Task to complete: Lift out, unaltered, the lines of the material below between the line holding "1278,303 1278,341 1262,340" and the line holding "1278,493 1213,504 1152,469", counting both.

Material shown:
########################################

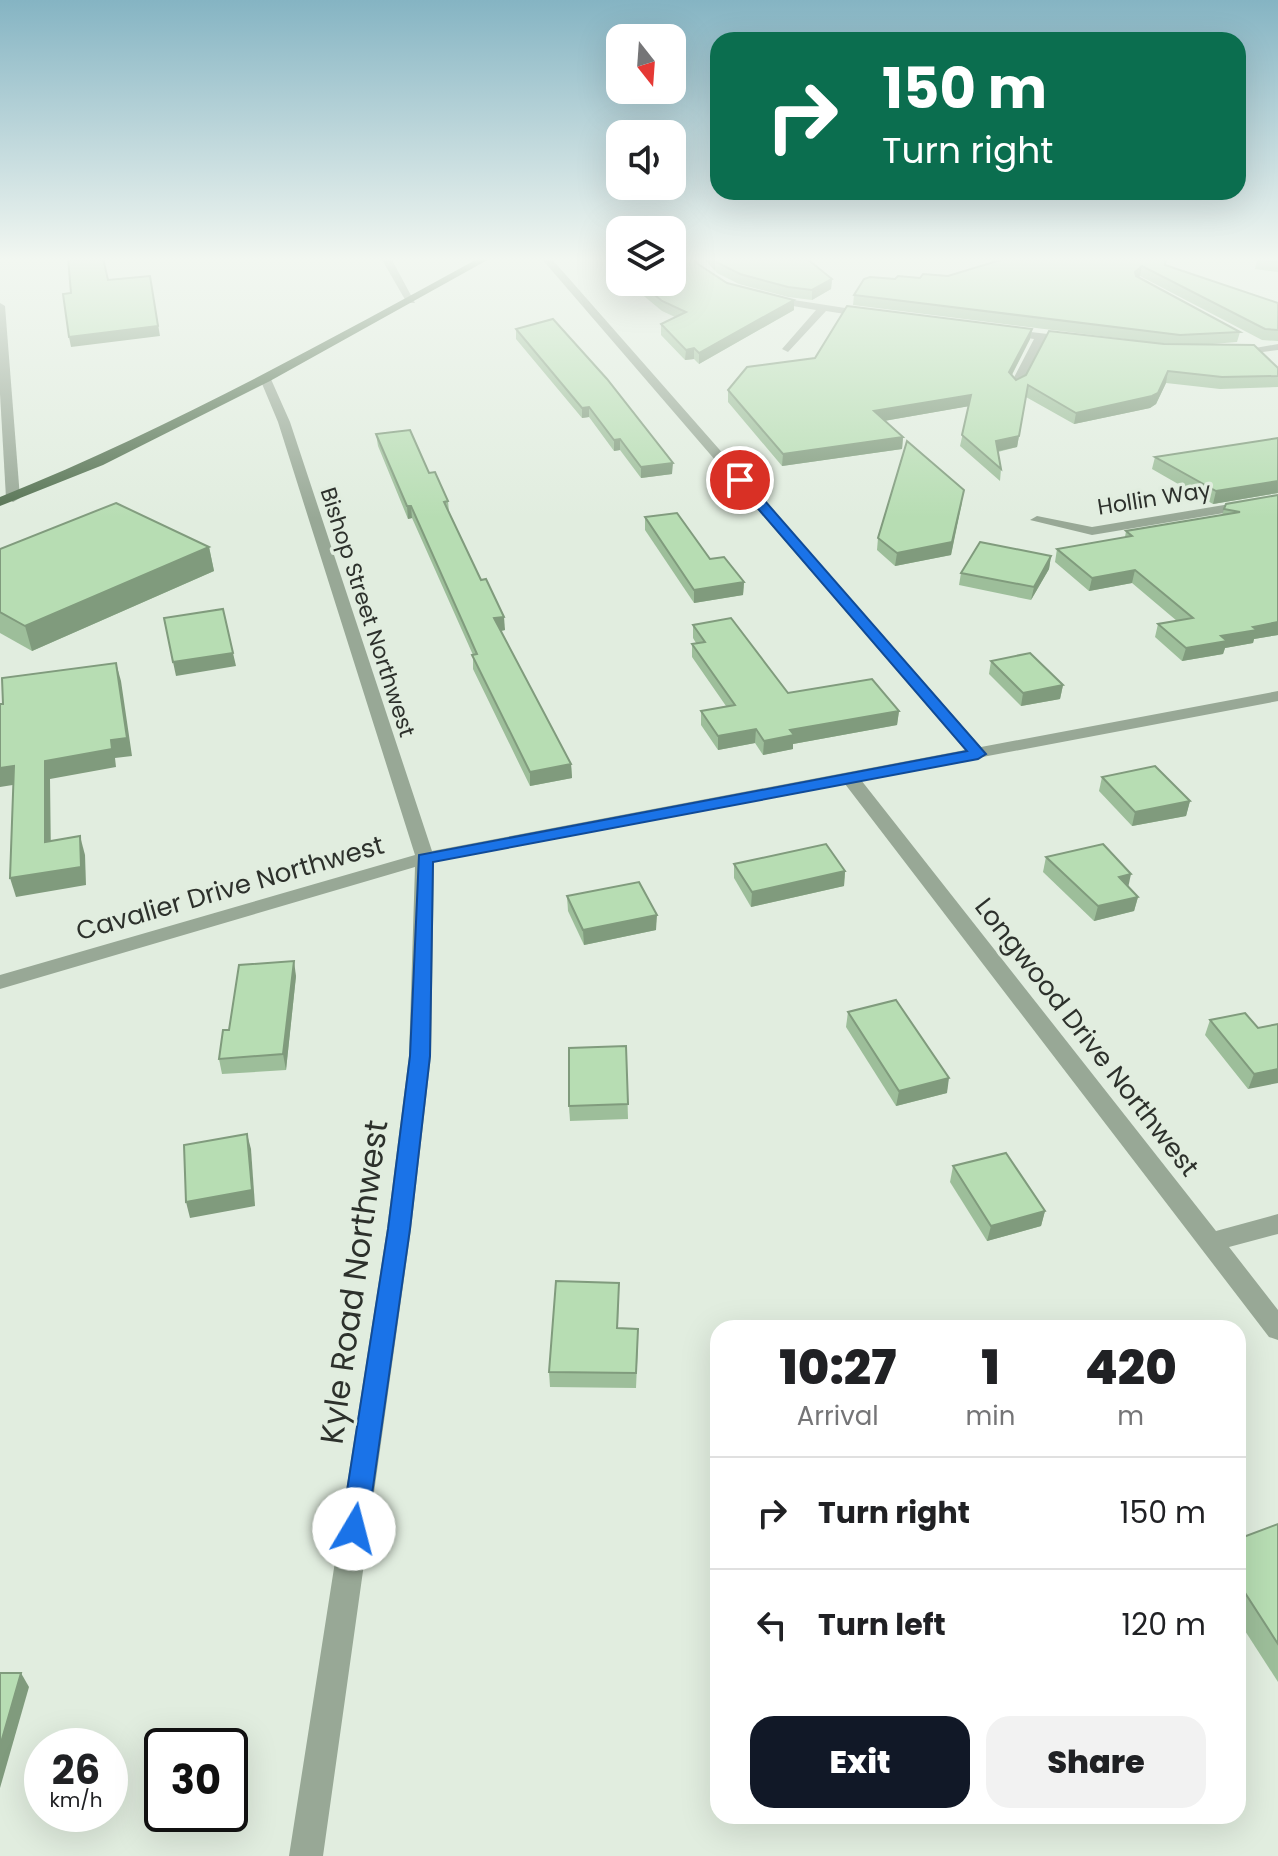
<!DOCTYPE html>
<style>
:root{--surface:#fff;--page:#f2f2f2;--text:#202124;--muted:#757577;--line:#e0e0e0;--accent:#111827}
body{margin:0;font-family:Poppins,sans-serif;background:var(--page);color:var(--text);height:100vh;display:flex;flex-direction:column;font-size:30px;white-space:nowrap}
*{box-sizing:border-box;margin:0}
p{font-size:26px;color:var(--muted)}
.icon{flex:none;width:44px;height:44px;fill:none;stroke:currentColor;stroke-width:2;stroke-linecap:round;stroke-linejoin:round}
.map{position:relative;flex:1;overflow:hidden}
.drawer{position:absolute;left:710px;top:1320px;width:536px;height:504px;display:flex;flex-direction:column;background:var(--surface);border-radius:24px;box-shadow:0 8px 32px #0002}
.drawer>*{flex:none}
.hud{position:absolute;left:710px;top:32px;width:536px;height:168px;border-radius:24px;box-shadow:0 8px 32px #0002;background:#0b6e4f;color:#fff;overflow:hidden}
.needle{width:52px;rotate:163deg}
.fabs{position:absolute;left:606px;top:24px;display:grid;gap:16px}
.fabs a{display:grid;place-items:center;width:80px;height:80px;border-radius:16px;background:var(--surface);box-shadow:0 8px 32px #0002;font-size:40px}
.speed{position:absolute;left:24px;top:1728px;display:flex;gap:16px;font-size:40px;font-weight:700;text-align:center}
.speed>*{display:grid;place-content:center;width:104px;height:104px;border-radius:50%;background:var(--surface);box-shadow:0 8px 32px #0002;line-height:1}
.speed small{font-size:20px;font-weight:400}
.speed .limit{border:4px solid #111;border-radius:12px;background:#fff;color:#111}
.pin{position:absolute;display:grid;place-items:center;width:68px;height:68px;color:#fff;margin:-34px;border:4px solid #fff;border-radius:50%;box-shadow:0 2px 8px #0007}
.me{position:absolute;width:88px;margin:-44px;rotate:8deg;stroke-linejoin:round;filter:drop-shadow(0 0 6px #0008)}
.turn{display:flex;align-items:center;gap:28px;height:168px;padding:0 40px;font-size:36px}
.turn .icon{width:104px;height:104px;stroke-width:2.5}
.turn b{display:block;font-size:56px;line-height:68px}
.eta{display:flex;justify-content:space-evenly;align-items:center;height:136px;text-align:center}
.eta b{font-size:48px;font-weight:800;line-height:56px}
.cta{display:flex;gap:16px;margin-top:auto;padding:16px 40px}
.cta a{flex:1;height:92px;border-radius:24px;background:var(--accent);color:#fff;font-size:32px;font-weight:800;line-height:92px;text-align:center}
.cta a+a{background:var(--page);color:var(--text)}
ul{padding:0;list-style:none}
li{display:flex;align-items:center;gap:24px;height:112px;padding:0 40px;border-top:2px solid var(--line)}
li div{flex:1}
li b{display:block;font-size:30px}
li em{font-style:normal}
.map>svg:first-child{display:block}
.lines{fill:none;stroke-linecap:round;stroke-linejoin:round}
.street{fill:#98a896;fill-rule:evenodd}
.primary{fill:#557252;fill-rule:evenodd}
.wall{fill:#9dbe9a}
.shaded-wall{fill:#809b7d}
.building{fill:#b7ddb3;stroke:#809b7d;stroke-width:2}
.route{fill:#1a73e8;stroke:#114b97;stroke-width:2}
.labels{text-anchor:middle;stroke-width:7;stroke-linejoin:round;paint-order:stroke}
.far-street-label{font-size:22px;fill:#2d312c;stroke:#e1eddf}
.street-label{font-size:26px;fill:#2d312c;stroke:#e1eddf}
.near-street-label{font-size:32px;fill:#2d312c;stroke:#e1eddf}
</style>
<div class="map">
<svg width="1278" height="1856" viewBox="0 0 1278 1856">
<rect width="100%" height="100%" fill="#e1eddf"/>
<g class="lines">
<g class="street">
<polygon points="381,258 391,258 415,303 407,303"/>
<polygon points="541,258 551,258 981,747 1278,691 1278,701 861,780 1216,1231 1278,1214 1278,1234 1229,1247 1278,1310 1278,1340 1269,1337 845,784 434,862 431,1056 411,1229 323,1856 289,1856 387,1229 409,1056 415,867 0,989 0,975 415,855 278,422 260,379 270,377 290,422 432,851 965,750"/>
<polygon points="768,296 871,312 876,315 871,318 826,311 788,352 782,349 816,310 764,301 764,297"/>
<polygon points="0,303 5,306 20,498 13,502 6,498 0,394"/>
<polygon points="1006,329 1073,337 1079,340 1073,343 1045,340 1022,385 1016,389 1010,385 1034,339 1002,334 1002,330"/>
<polygon points="1278,344 1278,350 1233,356 1227,353"/>
<polygon points="1278,496 1278,504 1092,535 1030,520 1037,516 1092,527"/>
</g>
<path class="primary" d="M479 258H491L270 381 103 465 0 506V497C166 430 322 344 479 258Z"/>
</g>
<g class="wall">
<polygon points="703,258 806,258 832,279 831,289 812,300 788,297 739,284 717,273"/>
<polygon points="1278,258 1278,272 1255,269 1257,259"/>
<polygon points="698,264 727,283 794,310 699,364 694,359 685,360 661,335 661,324 675,317 662,311 627,282 672,282"/>
<polygon points="1165,266 1278,303 1278,341 1262,340 1140,276 1138,278 1240,332 1237,342 1200,345 1278,368 1278,387 1220,389 1166,383 1156,404 1150,408 1074,424 1026,397 1017,447 998,452 1001,469 1000,481 960,446 969,406 884,421 903,437 902,449 782,466 728,402 728,390 1032,329 1030,339 1012,375 1016,380 1165,344 853,305 854,295 895,279"/>
<polygon points="516,329 672,474 641,478 620,450 614,451 589,417 582,418 516,339"/>
<polygon points="376,434 429,473 448,501 449,512 505,630 501,631 571,764 572,778 530,786 473,669 473,655 412,518 408,519 378,446"/>
<polygon points="1278,438 1278,493 1213,504 1152,469 1155,457"/>
<polygon points="1278,495 1278,635 1254,639 1253,643 1225,648 1223,654 1182,661 1155,637 1158,624 1177,621 1132,583 1089,591 1055,562 1057,549 1125,537 1126,531 1222,515 1226,504"/>
<polygon points="962,503 951,555 895,566 877,550 878,538"/>
<polygon points="645,517 744,582 743,595 694,603 645,530"/>
<polygon points="209,547 214,571 32,651 0,633 0,549"/>
<polygon points="1051,556 1049,569 1031,600 959,585 961,573"/>
<polygon points="693,625 788,693 899,711 897,725 793,744 793,749 763,755 755,743 718,750 701,725 701,711 726,706 692,657 692,644 696,643 693,638"/>
<polygon points="991,661 1063,685 1060,699 1021,706 989,674"/>
<polygon points="1102,777 1190,801 1186,816 1132,826 1099,791"/>
<polygon points="1046,857 1128,886 1138,897 1134,911 1094,921 1043,872"/>
<polygon points="734,864 845,871 844,886 751,907 734,878"/>
<polygon points="567,896 656,930 584,945 568,911"/>
<polygon points="296,976 286,1070 222,1074 219,1059 229,1030"/>
<polygon points="848,1012 947,1093 896,1106 846,1027"/>
<polygon points="1210,1020 1258,1028 1278,1024 1248,1089 1205,1035"/>
<polygon points="626,1046 628,1119 570,1121 569,1106"/>
<polygon points="953,1166 1045,1211 1041,1226 987,1241 950,1182"/>
<polygon points="619,1283 618,1328 638,1344 636,1388 550,1387 549,1372"/>
<polygon points="1278,1524 1278,1682 1238,1620 1238,1539"/>
</g>
<g class="shaded-wall">
<polygon points="1142,266 1140,276 1133,282 1135,272"/>
<polygon points="150,276 160,336 71,347 69,337"/>
<polygon points="832,279 831,289 812,300 812,290"/>
<polygon points="794,300 794,310 699,364 699,353"/>
<polygon points="1032,329 1030,339 1007,384 1009,372"/>
<polygon points="694,348 694,359 685,360 686,350"/>
<polygon points="1168,371 1166,383 1156,404 1150,408 1074,424 1076,413"/>
<polygon points="1028,385 1017,447 994,452 996,441"/>
<polygon points="971,395 970,406 872,423 874,411"/>
<polygon points="589,407 589,417 582,418 582,408"/>
<polygon points="903,437 902,449 782,466 783,454"/>
<polygon points="620,439 620,450 614,451 614,440"/>
<polygon points="673,463 672,474 641,478 641,467"/>
<polygon points="1278,481 1278,493 1213,504 1216,491"/>
<polygon points="964,490 951,555 895,566 897,553"/>
<polygon points="407,506 411,506 412,518 408,519"/>
<polygon points="209,547 214,571 32,651 25,626"/>
<polygon points="1051,556 1049,569 1031,600 1034,587"/>
<polygon points="1135,570 1132,583 1089,591 1092,578"/>
<polygon points="744,582 743,595 694,603 694,590"/>
<polygon points="504,617 505,630 495,632 494,618"/>
<polygon points="1278,622 1278,635 1254,639 1253,643 1225,648 1223,654 1182,661 1186,648 1253,627"/>
<polygon points="233,653 236,666 176,676 173,662"/>
<polygon points="116,663 121,681 132,756 115,758 116,767 50,779 51,861 45,842 45,761 111,740"/>
<polygon points="1063,685 1060,699 1021,706 1023,693"/>
<polygon points="899,711 897,725 793,744 793,749 763,755 764,741 790,730"/>
<polygon points="756,729 755,743 718,750 718,736"/>
<polygon points="571,764 572,778 530,786 530,772"/>
<polygon points="14,766 19,784 0,787 0,768"/>
<polygon points="1190,801 1186,816 1132,826 1135,812"/>
<polygon points="80,836 85,855 86,885 16,897 10,878"/>
<polygon points="845,871 844,886 751,907 752,892"/>
<polygon points="1131,874 1128,888 1119,877"/>
<polygon points="1138,897 1134,911 1094,921 1098,906"/>
<polygon points="657,915 656,930 584,945 583,930"/>
<polygon points="294,961 296,976 286,1070 283,1054"/>
<polygon points="1278,1069 1278,1083 1248,1089 1254,1074"/>
<polygon points="949,1078 947,1093 896,1106 899,1091"/>
<polygon points="247,1134 251,1149 255,1206 190,1218 186,1202"/>
<polygon points="1045,1211 1041,1226 987,1241 991,1226"/>
<polygon points="21,1673 29,1687 0,1788 0,1746"/>
</g>
<g class="building">
<polygon points="68,258 103,258 108,280 150,276 158,326 69,337 63,294 71,293"/>
<polygon points="672,258 694,258 698,264 727,283 794,300 699,353 694,348 686,350 661,324 686,312 662,301 639,282 672,282"/>
<polygon points="713,258 806,258 832,279 812,290 788,287 740,274 718,263"/>
<polygon points="1007,258 1166,258 1165,265 1278,303 1278,330 1265,329 1142,266 1135,272 1136,276 1240,332 1180,335 854,295 864,279 870,277 895,279 898,276 920,278 923,274 948,276"/>
<polygon points="1258,258 1278,258 1278,262 1257,259"/>
<polygon points="847,306 1032,329 1009,372 1016,380 1026,375 1049,331 1164,344 1254,345 1278,368 1278,376 1222,377 1168,371 1158,393 1152,396 1076,413 1028,385 1019,436 996,441 1001,469 962,435 971,395 874,411 903,437 783,454 728,390 747,367 815,358"/>
<polygon points="553,319 607,379 673,463 641,467 620,439 614,440 589,407 582,408 516,329"/>
<polygon points="410,430 429,473 435,472 448,501 444,502 481,580 486,579 504,617 494,618 571,764 530,772 472,655 477,654 411,506 407,506 376,434"/>
<polygon points="1278,438 1278,481 1216,491 1155,457"/>
<polygon points="907,441 964,490 952,542 897,553 878,538"/>
<polygon points="1278,495 1278,622 1253,627 1257,630 1221,636 1227,641 1186,648 1158,624 1193,618 1135,570 1092,578 1057,549 1132,536 1126,531 1240,512 1224,509 1226,504"/>
<polygon points="116,503 209,547 25,626 0,612 0,549"/>
<polygon points="677,513 710,559 724,557 744,582 694,590 645,517"/>
<polygon points="980,542 1051,556 1034,587 961,573"/>
<polygon points="223,609 233,653 173,662 164,618"/>
<polygon points="731,618 788,693 872,679 899,711 790,730 794,735 764,741 756,729 718,736 701,711 735,705 692,644 705,642 693,625"/>
<polygon points="1030,653 1063,685 1023,693 991,661"/>
<polygon points="116,663 127,738 111,740 112,749 45,761 45,842 80,836 81,867 10,878 14,766 0,768 0,704 3,704 2,678"/>
<polygon points="1155,766 1190,801 1135,812 1102,777"/>
<polygon points="826,844 845,871 752,892 734,864"/>
<polygon points="1103,844 1131,874 1119,877 1138,897 1098,906 1046,857"/>
<polygon points="639,882 657,915 583,930 567,896"/>
<polygon points="294,961 283,1054 219,1059 223,1030 229,1030 239,965"/>
<polygon points="896,1000 949,1078 899,1091 848,1012"/>
<polygon points="1245,1013 1258,1028 1278,1024 1278,1069 1254,1074 1210,1020"/>
<polygon points="626,1046 628,1104 569,1106 569,1048"/>
<polygon points="247,1134 252,1190 186,1202 184,1145"/>
<polygon points="1006,1153 1045,1211 991,1226 953,1166"/>
<polygon points="556,1281 619,1283 617,1328 638,1329 636,1373 549,1372"/>
<polygon points="1278,1524 1278,1644 1238,1582 1238,1539"/>
<polygon points="0,1673 21,1673 0,1746"/>
</g>
<linearGradient id="sky" x2="0" y2="1"><stop stop-color="#85b4c3"/><stop offset="0.5" stop-color="#f2f7f1"/><stop offset="1" stop-color="#f2f7f1" stop-opacity="0"/></linearGradient>
<rect width="1278" height="518" fill="url(#sky)"/>
<polygon class="route" points="735,477 744,477 986,754 978,759 433,862 430,1056 410,1229 367,1529 363,1538 354,1541 344,1538 341,1529 388,1229 410,1056 419,855 967,751 735,482"/>
<g class="labels">
<g class="far-street-label">
<text transform="translate(1154 498) rotate(-9)" y="8">Hollin Way</text>
<text transform="translate(368 612) rotate(72)" y="8">Bishop Street Northwest</text>
</g>
<g class="street-label">
<text transform="translate(230 888) rotate(-16)" y="9">Cavalier Drive Northwest</text>
<text transform="translate(1087 1037) rotate(52)" y="9">Longwood Drive Northwest</text>
</g>
<g class="near-street-label">
<text transform="translate(354 1282) rotate(-82)" y="11">Kyle Road Northwest</text>
</g>
</g>
</svg>
<div class="fabs">
<a><svg class="needle" viewBox="-14 -14 28 28"><path d="M0-13l5 13h-10z" fill="#e53935"/><path d="M0 13l5-13h-10z" fill="#757577"/></svg></a>
<a><svg class="icon" aria-label="sound" viewBox="0 0 24 24"><path d="M4 9h4l5-4v14l-5-4H4zM17 9q2 3 0 6"/></svg></a>
<a><svg class="icon" aria-label="layers" viewBox="0 0 24 24"><path d="M12 4l9 5-9 5-9-5zM3 14l9 5 9-5"/></svg></a>
</div>
<div class="speed"><div>26<small>km/h</small></div><div class="limit">30</div></div>
<div class="pin" style="left:740px;top:480px;background:#d93025"><svg class="icon" aria-label="arrive" viewBox="0 0 24 24"><path d="M6 21V4h12l-3 4 3 4H6"/></svg></div>
<svg class="me" style="left:354px;top:1529px" viewBox="-20 -20 40 40"><circle r="19" fill="#fff"/><path d="M0-13L10 11 0 6-10 11z" fill="#1a73e8"/></svg>
<div class="hud">
<div class="turn"><svg class="icon" aria-label="right" viewBox="0 0 24 24"><path d="M7 20v-9h11M14 6l5 5-5 5"/></svg><div><b>150 m</b>Turn right</div></div>
</div>
<section class="drawer">
<div class="eta">
<div><b>10:27</b><p>Arrival</p></div>
<div><b>1</b><p>min</p></div>
<div><b>420</b><p>m</p></div>
</div>
<ul>
<li><svg class="icon" aria-label="right" viewBox="0 0 24 24"><path d="M7 20v-9h11M14 6l5 5-5 5"/></svg><div><b>Turn right</b></div><em>150 m</em></li>
<li><svg class="icon" aria-label="left" viewBox="0 0 24 24"><path d="M17 20v-9H6M10 6l-5 5 5 5"/></svg><div><b>Turn left</b></div><em>120 m</em></li>
</ul>
<div class="cta"><a>Exit</a><a>Share</a></div>
</section>
</div>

########################################

Answer section:
<polygon points="1165,266 1278,303 1278,341 1262,340 1140,276 1138,278 1240,332 1237,342 1200,345 1278,368 1278,387 1220,389 1166,383 1156,404 1150,408 1074,424 1026,397 1017,447 998,452 1001,469 1000,481 960,446 969,406 884,421 903,437 902,449 782,466 728,402 728,390 1032,329 1030,339 1012,375 1016,380 1165,344 853,305 854,295 895,279"/>
<polygon points="516,329 672,474 641,478 620,450 614,451 589,417 582,418 516,339"/>
<polygon points="376,434 429,473 448,501 449,512 505,630 501,631 571,764 572,778 530,786 473,669 473,655 412,518 408,519 378,446"/>
<polygon points="1278,438 1278,493 1213,504 1152,469 1155,457"/>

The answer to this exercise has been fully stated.